Vierne entame vers 1926 la compilation et l'écriture de plusieurs pièces variées pour orgue qui vont constituer les premières suites de ses Pièces de fantaisie[126]. Il adapte également pour orgue et orchestre trois extraits de ses Symphonies pour orgue[127]. Ce travail prépare une tournée aux États-Unis. En effet, grâce au soutien et à l'action entre autres de Madeleine Richepin, Vierne entame au début de l'année 1927 une tournée de près de soixante-dix concerts en Amérique du Nord, particulièrement aux États-Unis[128]. La tournée enchante Vierne et ravit le public américain des concerts donnés par « the blind organist[129]. » Vierne s'investit profondément en dépit de sa santé puisqu'une seconde alerte cardiaque se manifeste pendant ce périple.
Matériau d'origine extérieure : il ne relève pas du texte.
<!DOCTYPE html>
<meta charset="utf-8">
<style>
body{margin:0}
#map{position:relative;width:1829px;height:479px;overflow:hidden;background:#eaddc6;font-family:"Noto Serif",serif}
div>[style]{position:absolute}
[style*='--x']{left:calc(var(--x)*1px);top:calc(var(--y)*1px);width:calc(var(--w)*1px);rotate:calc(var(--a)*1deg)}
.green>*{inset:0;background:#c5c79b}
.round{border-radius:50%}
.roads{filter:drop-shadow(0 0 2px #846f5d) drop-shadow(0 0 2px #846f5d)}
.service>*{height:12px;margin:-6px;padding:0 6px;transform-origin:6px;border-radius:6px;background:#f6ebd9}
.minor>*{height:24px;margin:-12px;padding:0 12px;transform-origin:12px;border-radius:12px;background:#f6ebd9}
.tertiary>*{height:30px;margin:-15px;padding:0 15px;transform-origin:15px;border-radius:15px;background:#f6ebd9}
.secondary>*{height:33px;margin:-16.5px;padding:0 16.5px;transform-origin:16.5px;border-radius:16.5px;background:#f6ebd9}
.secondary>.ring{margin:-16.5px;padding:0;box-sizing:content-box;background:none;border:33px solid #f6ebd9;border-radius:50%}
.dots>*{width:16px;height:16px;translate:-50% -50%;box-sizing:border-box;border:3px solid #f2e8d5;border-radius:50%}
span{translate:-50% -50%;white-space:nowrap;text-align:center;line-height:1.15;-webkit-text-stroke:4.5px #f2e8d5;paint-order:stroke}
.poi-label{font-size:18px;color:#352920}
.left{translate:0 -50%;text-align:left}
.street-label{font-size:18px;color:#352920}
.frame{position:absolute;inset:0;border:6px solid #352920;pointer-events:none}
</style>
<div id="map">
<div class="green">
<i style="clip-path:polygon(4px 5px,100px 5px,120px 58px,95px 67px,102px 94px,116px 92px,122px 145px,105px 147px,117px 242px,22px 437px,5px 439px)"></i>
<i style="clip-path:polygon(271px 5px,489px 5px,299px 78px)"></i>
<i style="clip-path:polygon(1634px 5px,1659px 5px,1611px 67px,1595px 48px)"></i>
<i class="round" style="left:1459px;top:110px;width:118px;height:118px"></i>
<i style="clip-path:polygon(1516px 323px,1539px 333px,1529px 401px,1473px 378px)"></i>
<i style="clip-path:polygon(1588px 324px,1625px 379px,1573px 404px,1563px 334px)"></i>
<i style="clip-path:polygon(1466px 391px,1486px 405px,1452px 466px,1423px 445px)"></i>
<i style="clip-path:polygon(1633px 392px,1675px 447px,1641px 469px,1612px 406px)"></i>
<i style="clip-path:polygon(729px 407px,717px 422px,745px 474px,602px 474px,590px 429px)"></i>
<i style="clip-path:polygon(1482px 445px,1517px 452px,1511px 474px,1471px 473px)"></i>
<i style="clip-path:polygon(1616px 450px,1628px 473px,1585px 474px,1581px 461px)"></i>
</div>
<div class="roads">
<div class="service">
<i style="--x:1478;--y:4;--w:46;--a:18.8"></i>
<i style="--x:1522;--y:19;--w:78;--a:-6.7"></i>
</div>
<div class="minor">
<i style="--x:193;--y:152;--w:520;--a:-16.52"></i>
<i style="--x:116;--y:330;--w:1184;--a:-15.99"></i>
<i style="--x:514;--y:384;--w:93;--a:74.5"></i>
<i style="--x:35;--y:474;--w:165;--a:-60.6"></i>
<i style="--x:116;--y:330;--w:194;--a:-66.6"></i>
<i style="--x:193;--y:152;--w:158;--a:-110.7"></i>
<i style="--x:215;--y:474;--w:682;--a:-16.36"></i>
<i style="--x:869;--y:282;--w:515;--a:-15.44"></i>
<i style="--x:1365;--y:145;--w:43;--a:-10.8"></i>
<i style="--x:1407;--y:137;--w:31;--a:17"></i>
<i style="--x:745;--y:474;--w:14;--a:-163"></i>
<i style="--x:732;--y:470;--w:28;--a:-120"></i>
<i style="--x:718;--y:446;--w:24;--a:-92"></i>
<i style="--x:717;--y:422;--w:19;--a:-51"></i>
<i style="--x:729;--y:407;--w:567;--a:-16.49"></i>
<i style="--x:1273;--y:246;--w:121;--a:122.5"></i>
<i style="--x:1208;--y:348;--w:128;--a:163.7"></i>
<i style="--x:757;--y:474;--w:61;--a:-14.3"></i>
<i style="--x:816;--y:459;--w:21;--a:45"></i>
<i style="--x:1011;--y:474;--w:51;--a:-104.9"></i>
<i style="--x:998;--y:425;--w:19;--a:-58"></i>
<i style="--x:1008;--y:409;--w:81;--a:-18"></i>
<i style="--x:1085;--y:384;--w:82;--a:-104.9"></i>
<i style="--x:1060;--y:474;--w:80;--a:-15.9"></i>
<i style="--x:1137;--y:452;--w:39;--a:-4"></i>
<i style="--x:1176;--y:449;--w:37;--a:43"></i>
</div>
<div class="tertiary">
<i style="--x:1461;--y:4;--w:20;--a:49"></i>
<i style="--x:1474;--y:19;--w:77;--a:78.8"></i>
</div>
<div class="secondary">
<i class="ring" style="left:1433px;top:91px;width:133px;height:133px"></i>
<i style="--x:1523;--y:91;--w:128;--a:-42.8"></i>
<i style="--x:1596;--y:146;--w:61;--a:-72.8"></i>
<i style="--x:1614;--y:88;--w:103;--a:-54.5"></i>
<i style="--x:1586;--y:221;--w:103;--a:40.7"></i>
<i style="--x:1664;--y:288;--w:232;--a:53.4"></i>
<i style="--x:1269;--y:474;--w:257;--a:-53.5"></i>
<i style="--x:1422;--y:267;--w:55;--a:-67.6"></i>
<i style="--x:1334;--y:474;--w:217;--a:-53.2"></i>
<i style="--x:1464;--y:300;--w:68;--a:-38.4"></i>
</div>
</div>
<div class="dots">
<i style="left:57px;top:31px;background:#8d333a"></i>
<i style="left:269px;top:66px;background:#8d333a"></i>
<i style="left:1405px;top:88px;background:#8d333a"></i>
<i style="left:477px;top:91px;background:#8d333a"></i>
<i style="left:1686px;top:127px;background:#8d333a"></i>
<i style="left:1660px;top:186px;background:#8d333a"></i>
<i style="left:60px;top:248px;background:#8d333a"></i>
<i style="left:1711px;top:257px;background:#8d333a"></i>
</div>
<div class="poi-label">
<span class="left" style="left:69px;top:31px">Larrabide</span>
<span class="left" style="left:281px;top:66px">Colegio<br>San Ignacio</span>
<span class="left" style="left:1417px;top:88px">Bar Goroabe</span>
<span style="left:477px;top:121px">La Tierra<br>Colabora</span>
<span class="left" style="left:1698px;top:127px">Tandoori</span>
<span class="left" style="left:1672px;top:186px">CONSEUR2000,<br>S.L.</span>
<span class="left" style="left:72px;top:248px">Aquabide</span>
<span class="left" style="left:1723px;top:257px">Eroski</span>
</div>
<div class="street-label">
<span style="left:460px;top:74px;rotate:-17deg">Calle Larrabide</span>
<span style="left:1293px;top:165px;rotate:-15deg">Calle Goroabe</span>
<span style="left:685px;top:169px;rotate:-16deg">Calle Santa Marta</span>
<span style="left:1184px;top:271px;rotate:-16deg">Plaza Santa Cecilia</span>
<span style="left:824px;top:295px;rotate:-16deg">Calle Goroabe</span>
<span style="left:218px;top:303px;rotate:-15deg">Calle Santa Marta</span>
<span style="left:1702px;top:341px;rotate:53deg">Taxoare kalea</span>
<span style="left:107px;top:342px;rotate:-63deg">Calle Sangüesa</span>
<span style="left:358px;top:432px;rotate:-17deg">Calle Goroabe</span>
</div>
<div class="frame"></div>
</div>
Durablement enthousiasmé et après plusieurs mois passés outre Atlantique dans un rythme intense, Vierne rentre au port du Havre le 1er mai où Léonce de Saint-Martin et son épouse réceptionnent le maître et Mlle Richepin. Vierne revient avec l'espoir d'améliorer la situation de l'orgue de Notre-Dame qui a besoin d'une intervention. La presse française relate à son tour cette tournée et non sans fierté loue la popularité de l'organiste de Notre-Dame[130]. Vierne passe l'été à Luchon où il est en voie d'achever ses Pièces de fantaisie (Opp. 51, 53, 54, 55) et tente de se ménager en ralentissant quelque peu son travail[131]. Il participe à l'inauguration de l'orgue de Saint-Nicolas-du-Chardonnet au mois de décembre[132]. Il retourne à Lausanne pendant l'été 1928 où il compose les Soirs étrangers (Op. 56) pour violoncelle et piano. Si la popularité et la réputation de Vierne n'est plus à démontrer, il montre néanmoins des signes d'introspection qui contrecarrent le bouillonnement des années folles[133].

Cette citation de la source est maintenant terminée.